Without thinking, I grabbed my phone and dialed his number.
"Frankie?" His surprised voice rang in my ear. "Hey."
I hadn't seen Drew since we bumped into each other when I was seven months pregnant. Alani was now almost three months old. It was good to hear his voice.
"Drew? I just got your present. I wanted to say thank you."
"Yeah? Was it okay? I was sure you had everything you needed, but you always need diapers."
My eyes crinkled. "You do. And how did you know that I love those brand of lactation cookies?"
The silence stretched. “Uh…”
Awareness dawned. “Nellie.”
“I may have contacted her, asking what you needed. What your favorite things were to eat during this time,” he confessed.
“I’m surprised she told you.”
“Yeah, well, after a few threats against my manhood, she finally relented.”
I snorted in laughter and he followed suit with a few chuckles. I was glad he and Nellie were talking a little again.
"H-how have things been? Big change, huh?"
"Yeah. She's a dream. Sleeps through the night mostly, but I know that will change again soon."
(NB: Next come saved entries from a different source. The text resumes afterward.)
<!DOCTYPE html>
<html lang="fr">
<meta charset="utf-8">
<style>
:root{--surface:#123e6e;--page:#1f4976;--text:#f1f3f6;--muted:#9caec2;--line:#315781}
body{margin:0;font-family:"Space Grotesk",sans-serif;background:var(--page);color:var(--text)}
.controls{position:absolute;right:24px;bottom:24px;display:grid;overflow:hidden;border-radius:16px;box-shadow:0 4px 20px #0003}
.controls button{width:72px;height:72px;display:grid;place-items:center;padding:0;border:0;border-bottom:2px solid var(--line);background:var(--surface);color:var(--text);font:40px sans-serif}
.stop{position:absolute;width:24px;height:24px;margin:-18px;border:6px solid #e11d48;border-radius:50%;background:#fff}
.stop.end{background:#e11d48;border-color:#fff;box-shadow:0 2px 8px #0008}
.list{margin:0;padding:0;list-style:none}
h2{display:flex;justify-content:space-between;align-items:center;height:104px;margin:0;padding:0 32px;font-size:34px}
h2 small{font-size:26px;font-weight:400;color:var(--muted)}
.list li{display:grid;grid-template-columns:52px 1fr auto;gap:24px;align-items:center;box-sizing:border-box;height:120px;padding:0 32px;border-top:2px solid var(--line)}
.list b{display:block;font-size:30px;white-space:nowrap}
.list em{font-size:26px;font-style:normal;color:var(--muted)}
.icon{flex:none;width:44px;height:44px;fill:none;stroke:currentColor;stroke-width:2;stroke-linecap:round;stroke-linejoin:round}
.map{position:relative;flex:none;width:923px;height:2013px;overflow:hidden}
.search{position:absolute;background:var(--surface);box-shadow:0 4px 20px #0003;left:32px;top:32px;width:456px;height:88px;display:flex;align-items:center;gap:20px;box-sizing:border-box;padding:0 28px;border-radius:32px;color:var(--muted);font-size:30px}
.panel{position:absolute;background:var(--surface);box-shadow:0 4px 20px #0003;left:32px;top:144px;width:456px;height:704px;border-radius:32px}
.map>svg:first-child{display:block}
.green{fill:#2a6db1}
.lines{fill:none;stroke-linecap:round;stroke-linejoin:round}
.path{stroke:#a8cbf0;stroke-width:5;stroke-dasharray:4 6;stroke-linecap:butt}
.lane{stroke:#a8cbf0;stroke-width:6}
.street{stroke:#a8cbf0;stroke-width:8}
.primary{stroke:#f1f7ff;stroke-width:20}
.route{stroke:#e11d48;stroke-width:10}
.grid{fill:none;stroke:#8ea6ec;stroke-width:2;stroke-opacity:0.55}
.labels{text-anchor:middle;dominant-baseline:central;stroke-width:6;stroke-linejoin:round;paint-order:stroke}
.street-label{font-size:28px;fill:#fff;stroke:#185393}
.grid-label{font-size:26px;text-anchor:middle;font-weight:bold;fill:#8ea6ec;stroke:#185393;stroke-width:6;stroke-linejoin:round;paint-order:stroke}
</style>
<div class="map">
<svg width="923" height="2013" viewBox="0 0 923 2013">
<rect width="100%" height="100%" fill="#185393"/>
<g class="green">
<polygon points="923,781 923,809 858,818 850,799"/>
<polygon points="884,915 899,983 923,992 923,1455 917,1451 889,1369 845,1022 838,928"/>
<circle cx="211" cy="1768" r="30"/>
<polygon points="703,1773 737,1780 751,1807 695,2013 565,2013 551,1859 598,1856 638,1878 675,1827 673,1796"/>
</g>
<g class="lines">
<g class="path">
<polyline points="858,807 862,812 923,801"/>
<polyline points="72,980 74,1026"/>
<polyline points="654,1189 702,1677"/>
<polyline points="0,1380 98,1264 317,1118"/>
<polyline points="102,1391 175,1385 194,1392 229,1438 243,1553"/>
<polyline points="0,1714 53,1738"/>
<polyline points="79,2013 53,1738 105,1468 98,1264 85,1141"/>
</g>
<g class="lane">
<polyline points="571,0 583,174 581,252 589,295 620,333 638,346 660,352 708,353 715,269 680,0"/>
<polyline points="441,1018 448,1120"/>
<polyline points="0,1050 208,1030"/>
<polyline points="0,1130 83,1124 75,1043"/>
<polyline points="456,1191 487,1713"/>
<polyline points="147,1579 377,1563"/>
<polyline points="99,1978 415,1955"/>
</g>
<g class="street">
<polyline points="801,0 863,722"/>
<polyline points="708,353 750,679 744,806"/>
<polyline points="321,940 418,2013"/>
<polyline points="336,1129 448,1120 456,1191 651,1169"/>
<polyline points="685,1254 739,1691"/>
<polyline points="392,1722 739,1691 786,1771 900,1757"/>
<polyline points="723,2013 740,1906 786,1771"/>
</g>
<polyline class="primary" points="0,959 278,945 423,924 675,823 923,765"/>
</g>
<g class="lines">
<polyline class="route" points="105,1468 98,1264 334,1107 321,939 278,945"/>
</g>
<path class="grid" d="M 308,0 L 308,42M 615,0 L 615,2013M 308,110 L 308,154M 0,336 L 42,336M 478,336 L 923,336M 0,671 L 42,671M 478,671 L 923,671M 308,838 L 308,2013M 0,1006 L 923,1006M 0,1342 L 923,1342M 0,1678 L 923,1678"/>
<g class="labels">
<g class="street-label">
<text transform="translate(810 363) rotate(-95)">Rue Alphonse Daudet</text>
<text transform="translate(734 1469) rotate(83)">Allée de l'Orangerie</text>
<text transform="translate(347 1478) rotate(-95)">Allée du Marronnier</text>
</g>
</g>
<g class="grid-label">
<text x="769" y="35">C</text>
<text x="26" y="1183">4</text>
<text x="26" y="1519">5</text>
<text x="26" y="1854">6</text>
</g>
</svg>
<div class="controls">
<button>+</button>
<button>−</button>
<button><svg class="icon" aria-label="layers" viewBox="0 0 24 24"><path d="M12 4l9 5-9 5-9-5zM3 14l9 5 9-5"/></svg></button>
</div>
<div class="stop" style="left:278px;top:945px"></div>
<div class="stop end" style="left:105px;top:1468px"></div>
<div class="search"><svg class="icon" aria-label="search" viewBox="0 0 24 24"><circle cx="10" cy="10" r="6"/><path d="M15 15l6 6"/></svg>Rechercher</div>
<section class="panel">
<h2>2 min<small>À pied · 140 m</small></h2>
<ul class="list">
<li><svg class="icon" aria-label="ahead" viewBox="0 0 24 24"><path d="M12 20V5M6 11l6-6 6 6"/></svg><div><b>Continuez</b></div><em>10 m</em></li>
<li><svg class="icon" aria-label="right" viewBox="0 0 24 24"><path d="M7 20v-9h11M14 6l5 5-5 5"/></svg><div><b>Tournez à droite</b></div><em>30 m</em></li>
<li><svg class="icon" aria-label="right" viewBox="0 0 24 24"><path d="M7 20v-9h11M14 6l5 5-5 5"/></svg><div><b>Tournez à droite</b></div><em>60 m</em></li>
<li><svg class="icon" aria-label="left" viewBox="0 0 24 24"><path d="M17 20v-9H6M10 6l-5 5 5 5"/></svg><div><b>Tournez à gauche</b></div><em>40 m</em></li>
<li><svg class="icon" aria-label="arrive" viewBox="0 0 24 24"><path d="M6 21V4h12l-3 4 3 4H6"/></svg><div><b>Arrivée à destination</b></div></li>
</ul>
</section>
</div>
His throat hummed down the line. "I hope you don't mind me saying," he started hesitantly, "but I read your birth story on your website."
Shit. I had a blog on my website that I posted on intermittently. I decided to post a detailed birth story to inspire other women. I also posted a few photos that my birth photographer had sent me. I was completely vulnerable, not leaving a single detail out. Even the photos were a little on the graphic side. But I wasn't ashamed. It was a natural part of life, and I was proud of what I had accomplished.
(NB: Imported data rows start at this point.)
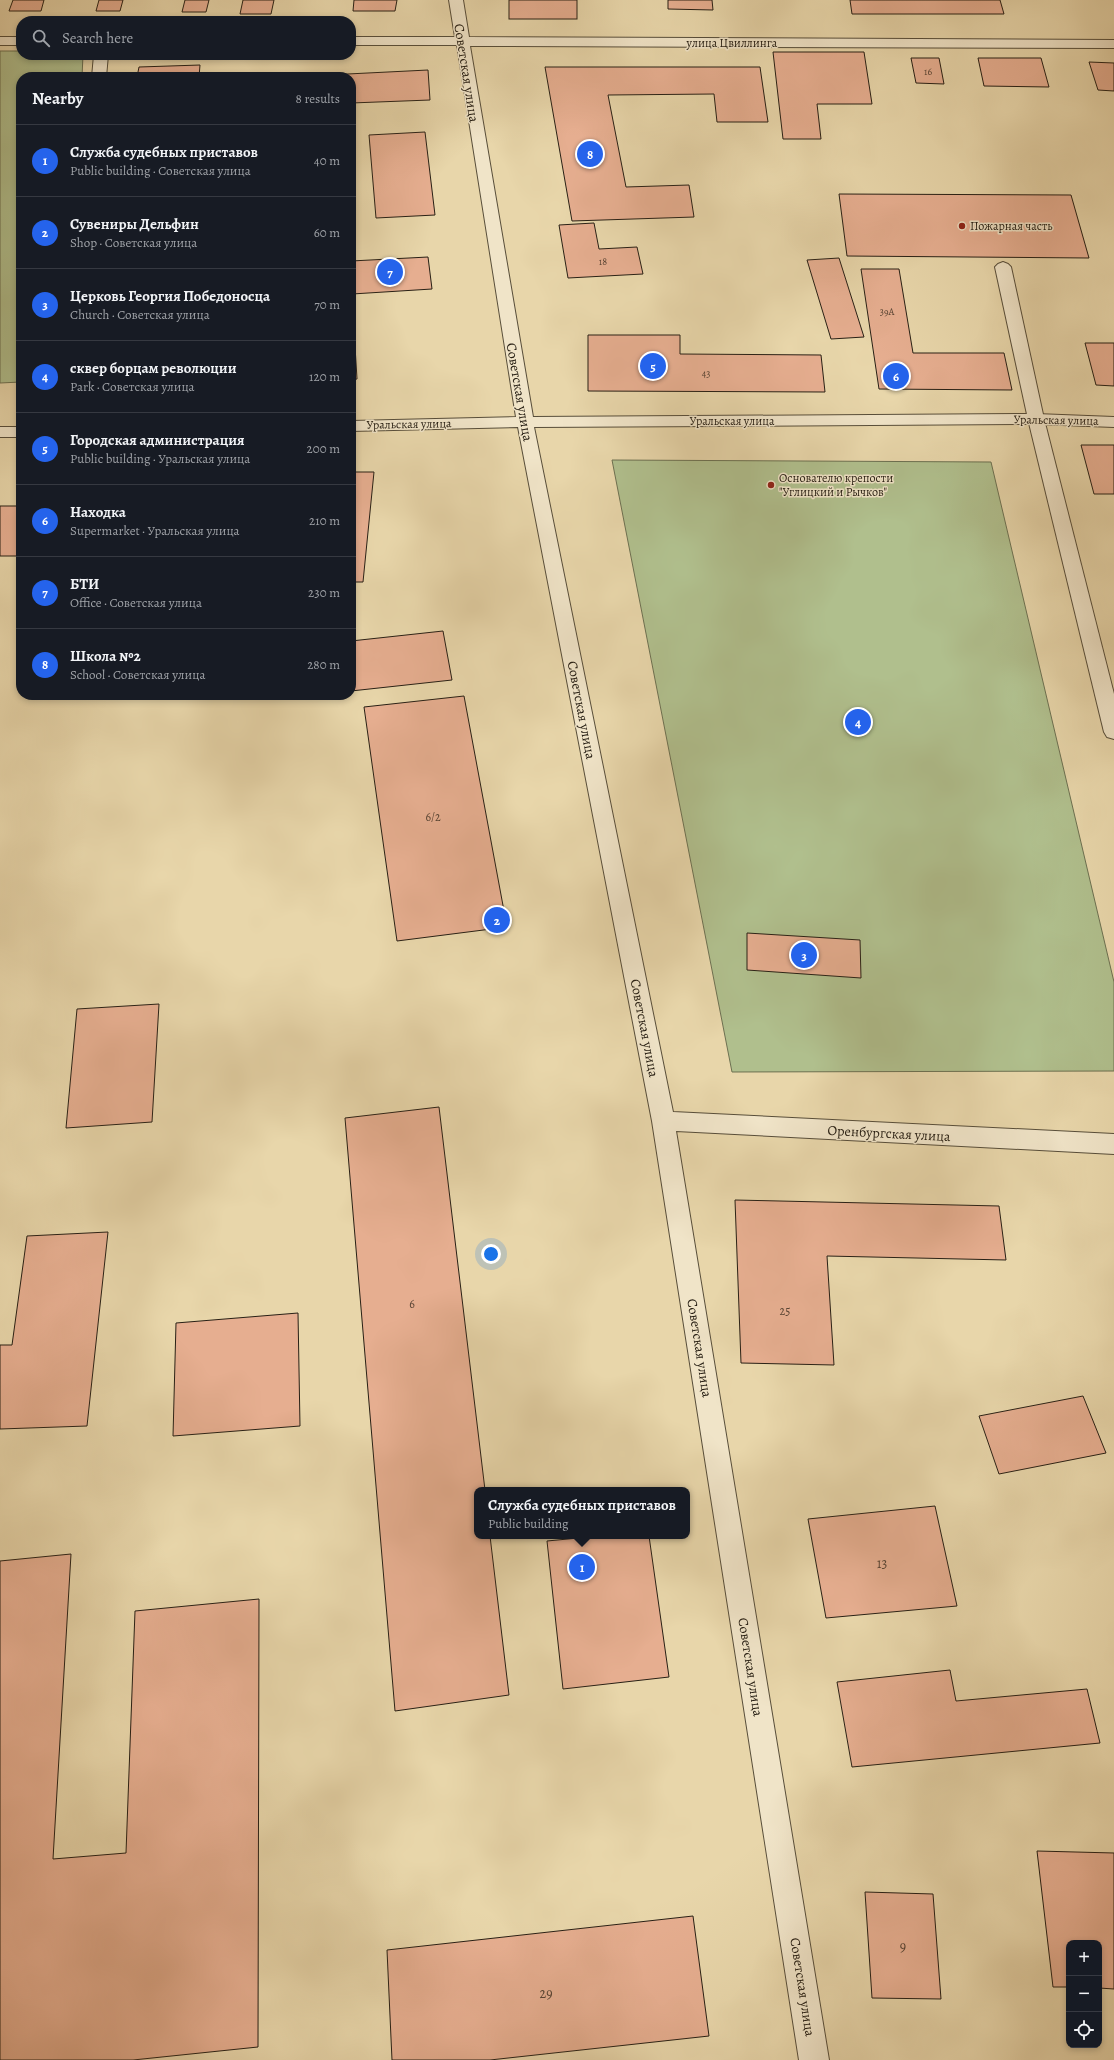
<!DOCTYPE html>
<html lang="en">
<head>
<meta charset="utf-8">
<style>
	:root { --surface:#171b24; --page:#20242c; --text:#f1f3f6; --muted:#9ea1a6; --line:#363941; --accent:#2563eb }
	body { margin:0; font-family:Alegreya,serif; background:var(--page); color:var(--text) }
	.controls { position:absolute; right:12px; bottom:12px; display:grid; overflow:hidden; border-radius:8px; box-shadow:0 2px 6px #0003 }
	.controls button { width:36px; height:36px; display:grid; place-items:center; padding:0; border:0; border-bottom:1px solid var(--line); background:var(--surface); color:var(--text); font:20px sans-serif }
	.you { position:absolute; left:491px; top:1254px; width:14px; height:14px; margin:-10px; border:3px solid #fff; border-radius:50%; background:#1a73e8; box-shadow:0 0 0 6px #1a73e833 }
	.badge { display:grid; place-items:center; width:26px; height:26px; border-radius:50%; background:var(--accent); color:#fff; font-size:13px; font-weight:700 }
	.pin { position:absolute; translate:-50% -50%; border:2px solid #fff; box-shadow:0 1px 4px #0006 }
	.popup { position:absolute; left:474px; top:1487px; width:216px; height:52px; box-sizing:border-box; display:grid; place-content:center; border-radius:8px; background:var(--surface); filter:drop-shadow(0 1px 3px #0005); font-size:13px; white-space:nowrap; color:var(--muted) }
	.popup b { font-size:15px; color:var(--text) }
	.popup::after { content:''; position:absolute; left:50%; top:100%; margin-left:-8px; border:8px solid transparent; border-top-color:var(--surface) }
	.list { margin:0; padding:0; list-style:none }
	h2 { display:flex; justify-content:space-between; align-items:center; height:52px; margin:0; padding:0 16px; font-size:17px }
	h2 small { font-size:13px; font-weight:400; color:var(--muted) }
	.list li { display:grid; grid-template-columns:26px 1fr auto; gap:12px; align-items:center; box-sizing:border-box; height:72px; padding:0 16px; border-top:1px solid var(--line) }
	.list b { display:block; font-size:15px; white-space:nowrap }
	.list p { margin:0; font-size:13px; white-space:nowrap; color:var(--muted) }
	.list em { font-size:13px; font-style:normal; color:var(--muted) }
	.icon { flex:none; width:22px; height:22px; fill:none; stroke:currentColor; stroke-width:2; stroke-linecap:round; stroke-linejoin:round }
	.map { position:relative; flex:none; width:1114px; height:2060px; overflow:hidden }
	.search { position:absolute; background:var(--surface); box-shadow:0 2px 6px #0003; left:16px; top:16px; width:340px; height:44px; display:flex; align-items:center; gap:10px; box-sizing:border-box; padding:0 14px; border-radius:16px; color:var(--muted); font-size:15px }
	.panel { position:absolute; background:var(--surface); box-shadow:0 2px 6px #0003; left:16px; top:72px; width:340px; height:628px; border-radius:16px }
	.map>svg:first-child { display:block }
</style>
</head>
<body>
<div class="map">
<svg width="1114" height="2060" viewBox="0 0 1114 2060">
	<rect width="100%" height="100%" fill="#e8d6aa"/>
	<filter id="stains"><feTurbulence type="fractalNoise" baseFrequency=".005" numOctaves="4"/><feColorMatrix values="0 0 0 0 .2 0 0 0 0 .09 0 0 0 0 .02 0 0 0 .5 -.17"/></filter>
	<radialGradient id="worn" r=".72"><stop offset=".6" stop-color="#630" stop-opacity="0"/><stop offset="1" stop-color="#630" stop-opacity=".3"/></radialGradient>
	<!-- green -->
	<g fill="#b0bf8d" stroke="#6c7051">
		<path d="M0,51H21V55H83L82,77H21V382L0,383Z"/>
		<path d="M612,460L991,462L1114,982V1071L732,1072Z"/>
	</g>
	<!-- building -->
	<g fill="#e6ae90" stroke="#282015">
		<path d="M13,0H44L41,11H9Z"/>
		<path d="M99,0H123L120,11H96Z"/>
		<path d="M185,0H209L206,12H182Z"/>
		<path d="M243,0H274L271,14H240Z"/>
		<path d="M354,0H397L395,11H353Z"/>
		<rect x="509" y="0" width="68" height="19"/>
		<path d="M668,0H712L713,10L668,9Z"/>
		<path d="M850,0H1000L1004,14H852Z"/>
		<path d="M773,52H864L872,104H817L821,139H783Z"/>
		<path d="M911,58H939L944,84L916,83Z"/>
		<path d="M978,58H1041L1049,87L984,86Z"/>
		<path d="M1089,62L1114,63V91L1098,90Z"/>
		<path d="M200,65L199,77H137L139,67Z"/>
		<path d="M545,67H760L768,122H717L714,94L608,95L626,187L689,185L694,217L572,221Z"/>
		<path d="M428,70L430,100L351,103V77H287Z"/>
		<path d="M425,132L435,215L376,218L369,135Z"/>
		<path d="M839,194L1071,195L1089,258L847,256Z"/>
		<path d="M594,223L599,249L637,247L643,274L568,278L559,225Z"/>
		<path d="M428,257L432,289L352,294L351,261Z"/>
		<path d="M839,258L864,337L831,339L807,260Z"/>
		<path d="M861,269H899L913,353H1004L1012,390L879,389Z"/>
		<path d="M351,330H354L357,379L351,380Z"/>
		<path d="M588,335H680V354L821,355L825,392L588,391Z"/>
		<path d="M1085,343H1114V386L1096,385Z"/>
		<path d="M1081,445H1114V494H1094Z"/>
		<path d="M351,472H374L363,582H351Z"/>
		<rect x="0" y="506" width="21" height="50"/>
		<path d="M443,631L452,680L351,691V641Z"/>
		<path d="M464,696L507,927L397,941L364,707Z"/>
		<path d="M747,933L860,940L861,978L747,970Z"/>
		<path d="M159,1004L152,1122L66,1128L77,1009Z"/>
		<path d="M439,1107L485,1490H477V1536H490L509,1695L395,1711L345,1118Z"/>
		<path d="M735,1200L999,1206L1006,1260L827,1256L834,1365L741,1363Z"/>
		<path d="M108,1232L87,1426L0,1429V1345H12L27,1236Z"/>
		<path d="M298,1313L300,1426L173,1436L176,1323Z"/>
		<path d="M1083,1396L1106,1453L999,1474L979,1416Z"/>
		<path d="M935,1506L957,1606L826,1618L808,1519Z"/>
		<path d="M599,1536H649L669,1677L563,1689L547,1541Z"/>
		<path d="M71,1554L53,1859L126,1853L135,1611L259,1599L258,2047L133,2060H0V1561Z"/>
		<path d="M950,1670L956,1701L1087,1689L1100,1743L852,1767L837,1682Z"/>
		<path d="M1037,1851L1114,1853V1989L1099,1988V1943H1069V1987H1053Z"/>
		<path d="M865,1892L933,1894L941,1999L872,1998Z"/>
		<path d="M693,1916L709,2036L490,2060H392L387,1950Z"/>
	</g>
	<g fill="none" stroke-linecap="round" stroke-linejoin="round">
		<defs>
			<path id="service" d="M1003,262L1008,264L1011,267L1044,419L1042,423L1036,424L1030,423L1028,419L995,267L998,264Z"/>
			<g id="minor">
				<path d="M94,55H108L106,77H92Z"/>
				<path d="M1036,414L1042,415L1044,419L1114,694V739L1107,737L1104,732L1028,419L1030,415Z"/>
			</g>
			<g id="tertiary">
				<path d="M449,0H463L469,37L1114,40V48L470,46L533,417L1036,414L1114,417V427L1036,424L534,427L673,1112L1114,1134V1154L676,1131L829,2060H799L652,1121L518,427L351,431V421L516,417L457,45H351V37H455Z"/>
				<rect x="0" y="37" width="21" height="8"/>
				<rect x="0" y="427" width="21" height="10"/>
			</g>
		</defs>
		<!-- service casing -->
		<use href="#service" stroke="#584e3a" stroke-width="2"/>
		<!-- minor casing -->
		<use href="#minor" stroke="#584e3a" stroke-width="2"/>
		<!-- tertiary casing -->
		<use href="#tertiary" stroke="#584e3a" stroke-width="2"/>
		<!-- service -->
		<use href="#service" fill="#f0e4c8" fill-rule="evenodd"/>
		<!-- minor -->
		<use href="#minor" fill="#f0e4c8" fill-rule="evenodd"/>
		<!-- tertiary -->
		<use href="#tertiary" fill="#f0e4c8" fill-rule="evenodd"/>
	</g>
	<!-- markers -->
	<g fill="#8f2418" stroke="#f0e4c8" stroke-width="1.5">
		<circle cx="962" cy="226" r="4"/>
		<circle cx="771" cy="485" r="4"/>
	</g>
	<g text-anchor="middle" stroke-width="3" stroke-linejoin="round" paint-order="stroke">
		<!-- far-number labels -->
		<g font-size="10" fill="#584434">
			<text x="928" y="75">16</text>
			<text x="603" y="265">18</text>
			<text x="887" y="315">39А</text>
			<text x="706" y="377">43</text>
		</g>
		<!-- far-street labels -->
		<g font-size="12" fill="#282015" stroke="#f0e4c8">
			<text x="732" y="47">улица Цвиллинга</text>
			<text transform="translate(1056 420) rotate(1)" y="4">Уральская улица</text>
			<text x="732" y="425">Уральская улица</text>
			<text transform="translate(409 424) rotate(-1)" y="4">Уральская улица</text>
		</g>
		<!-- far-poi labels -->
		<g font-size="12" fill="#282015" stroke="#f0e4c8" text-anchor="start">
			<text x="970" y="230">Пожарная часть</text>
			<text x="779" y="482">Основателю крепости<tspan x="779" dy="14">"Углицкий и Рычков"</tspan></text>
		</g>
		<!-- number labels -->
		<g font-size="12" fill="#584434">
			<text x="433" y="821">6/2</text>
			<text x="412" y="1308">6</text>
			<text x="785" y="1315">25</text>
		</g>
		<!-- street labels -->
		<g font-size="14" fill="#282015" stroke="#f0e4c8">
			<text transform="translate(467 73) rotate(81)" y="5">Советская улица</text>
			<text transform="translate(520 392) rotate(80)" y="5">Советская улица</text>
			<text transform="translate(582 710) rotate(79)" y="5">Советская улица</text>
			<text transform="translate(645 1028) rotate(79)" y="5">Советская улица</text>
			<text transform="translate(889 1133) rotate(3)" y="5">Оренбургская улица</text>
			<text transform="translate(700 1348) rotate(81)" y="5">Советская улица</text>
			<text transform="translate(751 1667) rotate(81)" y="5">Советская улица</text>
			<text transform="translate(803 1987) rotate(81)" y="5">Советская улица</text>
		</g>
		<!-- near-number labels -->
		<g font-size="14" fill="#584434">
			<text x="882" y="1568">13</text>
			<text x="903" y="1951">9</text>
			<text x="546" y="1998">29</text>
		</g>
	</g>
	<rect width="100%" height="100%" filter="url(#stains)"/>
	<rect width="100%" height="100%" fill="url(#worn)"/>
</svg>
<div class="controls">
<button>+</button>
<button>−</button>
<button><svg class="icon" aria-label="locate" viewBox="0 0 24 24"><circle cx="12" cy="12" r="6"/><path d="M12 2v4M12 18v4M2 12h4M18 12h4"/></svg></button>
</div>
<div class="you"></div>
<div class="pin badge" style="left:582px;top:1567px">1</div>
<div class="popup"><b>Служба судебных приставов</b>Public building</div>
<div class="pin badge" style="left:497px;top:920px">2</div>
<div class="pin badge" style="left:804px;top:955px">3</div>
<div class="pin badge" style="left:858px;top:722px">4</div>
<div class="pin badge" style="left:653px;top:366px">5</div>
<div class="pin badge" style="left:896px;top:376px">6</div>
<div class="pin badge" style="left:390px;top:272px">7</div>
<div class="pin badge" style="left:590px;top:154px">8</div>
<div class="search"><svg class="icon" aria-label="search" viewBox="0 0 24 24"><circle cx="10" cy="10" r="6"/><path d="M15 15l6 6"/></svg>Search here</div>
<section class="panel">
<h2>Nearby<small>8 results</small></h2>
<ul class="list">
<li><span class="badge">1</span><div><b>Служба судебных приставов</b><p>Public building · Советская улица</p></div><em>40 m</em></li>
<li><span class="badge">2</span><div><b>Сувениры Дельфин</b><p>Shop · Советская улица</p></div><em>60 m</em></li>
<li><span class="badge">3</span><div><b>Церковь Георгия Победоносца</b><p>Church · Советская улица</p></div><em>70 m</em></li>
<li><span class="badge">4</span><div><b>сквер борцам революции</b><p>Park · Советская улица</p></div><em>120 m</em></li>
<li><span class="badge">5</span><div><b>Городская администрация</b><p>Public building · Уральская улица</p></div><em>200 m</em></li>
<li><span class="badge">6</span><div><b>Находка</b><p>Supermarket · Уральская улица</p></div><em>210 m</em></li>
<li><span class="badge">7</span><div><b>БТИ</b><p>Office · Советская улица</p></div><em>230 m</em></li>
<li><span class="badge">8</span><div><b>Школа №2</b><p>School · Советская улица</p></div><em>280 m</em></li>
</ul>
</section>
</div>
</body>
</html>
"I-I can't believe you did all that." His voice was full of wonder. "You're incredible. And…Alani. She's beautiful."
My chin wobbled, and I rolled my lips in. "Thank you."
The silence again swirled around us until Drew gave a soft sigh. "Frankie. Frankie, I wish – "
"Drew." His name was soft but firm. I had to stop him. I couldn't do this back and forth, opening this can of regrets.
"I know." He sounded so sad. So bereft. My heart bled for him. For the both of us and what could have been.
"At some point, we should meet to discuss our separation and divorce."
He went quiet at the reminder.
"Drew?"
"I can meet up whenever you're free. But Frankie? If you want a divorce, you're going to have to initiate it."
My mouth dropped open. "What? What do you mean?"
"Losing you has been hard. I wish there was more I could say without upsetting you. I know now's not the right time. But if you want this to be over, the trigger has to come from you. I don't have the balls to do it, and maybe that's not fair to you. But if there's a sliver of a chance –"
"Drew…Drew. No, I can't. I can't do this right now."
His gentle sigh was a little frustrated, but he relented. "I'm sorry. I'll let you get back to being a Mama. Take care of yourself, Frankie. I love you."